Я вдруг понял, что это никуда не годится. Катька далеко не дура, я уже говорил, а значит, история про одолень-траву не прокатит. Враньё только ухудшит положение. Поэтому лучше сказать правду.
И повиниться. Сказать, что был неправ, ну и так далее... И что до батора я, разумеется, не добрался, а, устыдившись, вернулся менее чем с полдороги...

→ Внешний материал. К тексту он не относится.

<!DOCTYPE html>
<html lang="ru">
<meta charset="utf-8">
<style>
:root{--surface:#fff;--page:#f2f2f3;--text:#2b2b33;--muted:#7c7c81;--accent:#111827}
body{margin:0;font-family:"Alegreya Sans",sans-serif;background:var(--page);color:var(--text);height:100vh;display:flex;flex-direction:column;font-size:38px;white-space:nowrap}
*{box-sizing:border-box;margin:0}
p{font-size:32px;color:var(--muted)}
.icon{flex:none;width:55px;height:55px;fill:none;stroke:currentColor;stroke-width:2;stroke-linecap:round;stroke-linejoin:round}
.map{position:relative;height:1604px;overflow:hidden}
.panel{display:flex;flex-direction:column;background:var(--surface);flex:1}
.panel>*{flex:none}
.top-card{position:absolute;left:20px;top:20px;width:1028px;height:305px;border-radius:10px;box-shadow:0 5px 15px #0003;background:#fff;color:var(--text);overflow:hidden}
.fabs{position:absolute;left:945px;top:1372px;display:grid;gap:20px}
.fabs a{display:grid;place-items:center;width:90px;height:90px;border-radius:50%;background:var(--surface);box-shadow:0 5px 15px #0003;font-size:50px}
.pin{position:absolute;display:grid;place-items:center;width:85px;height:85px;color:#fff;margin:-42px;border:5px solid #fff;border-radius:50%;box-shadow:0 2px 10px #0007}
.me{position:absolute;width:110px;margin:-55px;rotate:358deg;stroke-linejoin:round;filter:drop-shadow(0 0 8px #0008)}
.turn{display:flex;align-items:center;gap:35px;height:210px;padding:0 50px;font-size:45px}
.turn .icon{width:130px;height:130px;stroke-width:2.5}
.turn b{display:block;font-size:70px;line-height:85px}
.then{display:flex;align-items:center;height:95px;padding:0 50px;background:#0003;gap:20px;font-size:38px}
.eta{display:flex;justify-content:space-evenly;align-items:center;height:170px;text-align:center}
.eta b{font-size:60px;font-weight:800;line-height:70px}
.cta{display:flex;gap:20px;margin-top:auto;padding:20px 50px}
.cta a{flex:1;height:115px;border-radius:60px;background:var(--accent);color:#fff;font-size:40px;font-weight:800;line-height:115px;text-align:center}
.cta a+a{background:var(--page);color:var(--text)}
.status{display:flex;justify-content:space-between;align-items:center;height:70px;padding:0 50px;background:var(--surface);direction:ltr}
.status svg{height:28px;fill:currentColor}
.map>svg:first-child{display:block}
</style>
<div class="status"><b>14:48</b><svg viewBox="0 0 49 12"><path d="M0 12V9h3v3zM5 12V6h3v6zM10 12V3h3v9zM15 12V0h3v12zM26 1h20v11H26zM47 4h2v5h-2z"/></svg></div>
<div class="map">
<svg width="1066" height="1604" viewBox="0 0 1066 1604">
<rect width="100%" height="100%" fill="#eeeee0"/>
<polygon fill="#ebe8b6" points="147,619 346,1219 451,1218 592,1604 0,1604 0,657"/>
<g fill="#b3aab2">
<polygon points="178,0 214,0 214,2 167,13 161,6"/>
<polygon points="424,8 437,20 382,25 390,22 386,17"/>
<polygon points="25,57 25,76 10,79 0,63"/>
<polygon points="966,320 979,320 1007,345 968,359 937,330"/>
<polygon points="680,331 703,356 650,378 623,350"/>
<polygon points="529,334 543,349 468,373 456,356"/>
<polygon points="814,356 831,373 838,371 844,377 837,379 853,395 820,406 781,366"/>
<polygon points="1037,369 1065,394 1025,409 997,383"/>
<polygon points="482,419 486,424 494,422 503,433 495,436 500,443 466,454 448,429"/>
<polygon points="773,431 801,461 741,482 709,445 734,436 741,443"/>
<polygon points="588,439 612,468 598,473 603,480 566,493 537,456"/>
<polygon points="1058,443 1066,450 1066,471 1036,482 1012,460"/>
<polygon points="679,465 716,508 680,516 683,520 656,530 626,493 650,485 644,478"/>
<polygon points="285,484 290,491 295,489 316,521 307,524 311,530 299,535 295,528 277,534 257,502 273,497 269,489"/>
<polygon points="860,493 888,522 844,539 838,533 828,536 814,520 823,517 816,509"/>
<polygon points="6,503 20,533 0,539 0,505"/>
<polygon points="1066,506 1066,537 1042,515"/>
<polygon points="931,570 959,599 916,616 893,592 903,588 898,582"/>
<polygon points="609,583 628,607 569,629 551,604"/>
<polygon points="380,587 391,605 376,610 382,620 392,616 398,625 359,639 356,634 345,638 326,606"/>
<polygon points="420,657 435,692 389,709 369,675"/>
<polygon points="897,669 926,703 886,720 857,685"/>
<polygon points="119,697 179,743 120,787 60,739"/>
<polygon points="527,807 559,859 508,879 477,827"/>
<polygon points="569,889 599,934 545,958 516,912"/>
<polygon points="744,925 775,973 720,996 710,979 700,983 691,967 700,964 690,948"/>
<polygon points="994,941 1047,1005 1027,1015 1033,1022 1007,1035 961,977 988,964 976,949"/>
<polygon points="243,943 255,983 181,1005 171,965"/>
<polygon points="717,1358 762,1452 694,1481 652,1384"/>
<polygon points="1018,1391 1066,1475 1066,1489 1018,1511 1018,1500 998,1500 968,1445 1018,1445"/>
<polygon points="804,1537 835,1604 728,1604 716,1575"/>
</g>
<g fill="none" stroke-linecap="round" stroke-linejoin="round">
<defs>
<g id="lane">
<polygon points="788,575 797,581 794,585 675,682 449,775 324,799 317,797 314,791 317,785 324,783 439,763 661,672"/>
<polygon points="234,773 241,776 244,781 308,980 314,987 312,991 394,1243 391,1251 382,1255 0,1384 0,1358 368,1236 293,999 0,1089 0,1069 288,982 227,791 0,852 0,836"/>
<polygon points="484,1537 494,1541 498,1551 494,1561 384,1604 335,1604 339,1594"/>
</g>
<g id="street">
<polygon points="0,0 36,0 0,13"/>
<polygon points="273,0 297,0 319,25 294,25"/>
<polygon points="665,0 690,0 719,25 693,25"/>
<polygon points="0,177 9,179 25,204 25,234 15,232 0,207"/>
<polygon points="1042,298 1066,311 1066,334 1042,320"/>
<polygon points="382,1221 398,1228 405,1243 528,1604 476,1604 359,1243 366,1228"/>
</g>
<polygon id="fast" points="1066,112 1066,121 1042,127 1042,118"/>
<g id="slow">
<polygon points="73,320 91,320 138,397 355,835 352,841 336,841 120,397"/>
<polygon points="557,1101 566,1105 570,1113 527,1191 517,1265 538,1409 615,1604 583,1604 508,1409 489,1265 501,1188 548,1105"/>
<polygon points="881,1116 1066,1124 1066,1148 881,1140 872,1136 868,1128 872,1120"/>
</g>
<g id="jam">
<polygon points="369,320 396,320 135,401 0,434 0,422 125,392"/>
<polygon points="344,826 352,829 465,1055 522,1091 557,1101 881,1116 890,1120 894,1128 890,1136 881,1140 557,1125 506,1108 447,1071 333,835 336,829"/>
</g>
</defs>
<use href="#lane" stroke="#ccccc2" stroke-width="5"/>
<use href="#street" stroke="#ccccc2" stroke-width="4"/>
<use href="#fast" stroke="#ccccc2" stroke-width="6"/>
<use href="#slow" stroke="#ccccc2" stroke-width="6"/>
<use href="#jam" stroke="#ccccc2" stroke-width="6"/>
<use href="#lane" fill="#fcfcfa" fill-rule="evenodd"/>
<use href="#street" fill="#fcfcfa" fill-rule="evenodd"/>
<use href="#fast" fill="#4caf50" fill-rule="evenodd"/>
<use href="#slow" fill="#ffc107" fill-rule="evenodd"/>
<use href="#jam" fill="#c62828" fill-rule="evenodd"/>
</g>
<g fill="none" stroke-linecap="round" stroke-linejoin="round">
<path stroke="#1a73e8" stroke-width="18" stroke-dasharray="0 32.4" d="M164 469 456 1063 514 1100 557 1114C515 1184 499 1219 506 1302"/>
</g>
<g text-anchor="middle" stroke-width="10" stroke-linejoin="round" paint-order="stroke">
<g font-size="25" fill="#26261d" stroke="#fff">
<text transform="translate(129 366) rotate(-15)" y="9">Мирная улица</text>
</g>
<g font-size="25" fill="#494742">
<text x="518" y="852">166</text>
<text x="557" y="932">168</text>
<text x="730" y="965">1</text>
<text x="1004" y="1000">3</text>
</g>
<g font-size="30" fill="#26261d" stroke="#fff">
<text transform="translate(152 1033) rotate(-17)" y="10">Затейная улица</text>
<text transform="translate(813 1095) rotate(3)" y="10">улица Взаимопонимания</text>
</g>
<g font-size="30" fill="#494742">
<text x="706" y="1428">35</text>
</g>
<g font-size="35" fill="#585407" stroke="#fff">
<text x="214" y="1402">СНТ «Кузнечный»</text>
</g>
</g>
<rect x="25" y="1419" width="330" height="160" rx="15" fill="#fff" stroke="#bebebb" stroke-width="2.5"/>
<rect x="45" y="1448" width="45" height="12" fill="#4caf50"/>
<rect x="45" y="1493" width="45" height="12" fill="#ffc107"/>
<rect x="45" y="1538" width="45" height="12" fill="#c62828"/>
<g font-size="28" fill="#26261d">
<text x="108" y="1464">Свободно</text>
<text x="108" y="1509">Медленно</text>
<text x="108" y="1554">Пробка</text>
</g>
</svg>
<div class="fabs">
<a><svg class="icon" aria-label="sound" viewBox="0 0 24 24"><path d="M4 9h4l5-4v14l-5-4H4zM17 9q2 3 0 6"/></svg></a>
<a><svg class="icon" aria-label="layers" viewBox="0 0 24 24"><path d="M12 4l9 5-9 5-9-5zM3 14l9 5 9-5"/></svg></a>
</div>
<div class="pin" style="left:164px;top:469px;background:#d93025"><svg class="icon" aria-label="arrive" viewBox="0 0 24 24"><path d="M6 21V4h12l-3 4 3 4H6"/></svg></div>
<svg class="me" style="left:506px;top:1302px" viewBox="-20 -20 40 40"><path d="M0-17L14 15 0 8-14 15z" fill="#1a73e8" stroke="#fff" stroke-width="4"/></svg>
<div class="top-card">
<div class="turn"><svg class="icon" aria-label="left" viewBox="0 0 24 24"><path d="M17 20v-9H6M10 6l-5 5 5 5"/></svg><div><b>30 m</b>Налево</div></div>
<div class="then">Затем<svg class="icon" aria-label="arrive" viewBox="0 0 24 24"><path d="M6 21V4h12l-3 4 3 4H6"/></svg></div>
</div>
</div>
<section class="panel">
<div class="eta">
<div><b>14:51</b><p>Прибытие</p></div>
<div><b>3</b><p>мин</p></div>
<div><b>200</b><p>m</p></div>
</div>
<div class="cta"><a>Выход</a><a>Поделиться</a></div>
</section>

Придумать покаянную речь я так и не смог, решил, что разберусь на месте. Погляжу на Катьку и сразу придумаю, что мне сказать.
Перед музеем я напрягся, захватил побольше воздуху — для психической устойчивости, напустил на лицо обыденности, да только всё это зря.
В музее Катькой и не пахло. Её краеведческие подружки сообщили мне, что кто-то там к Родионовым приехал и она сегодня не работает. Я послал девицам воздушный поцелуй и направился на Кирпичный.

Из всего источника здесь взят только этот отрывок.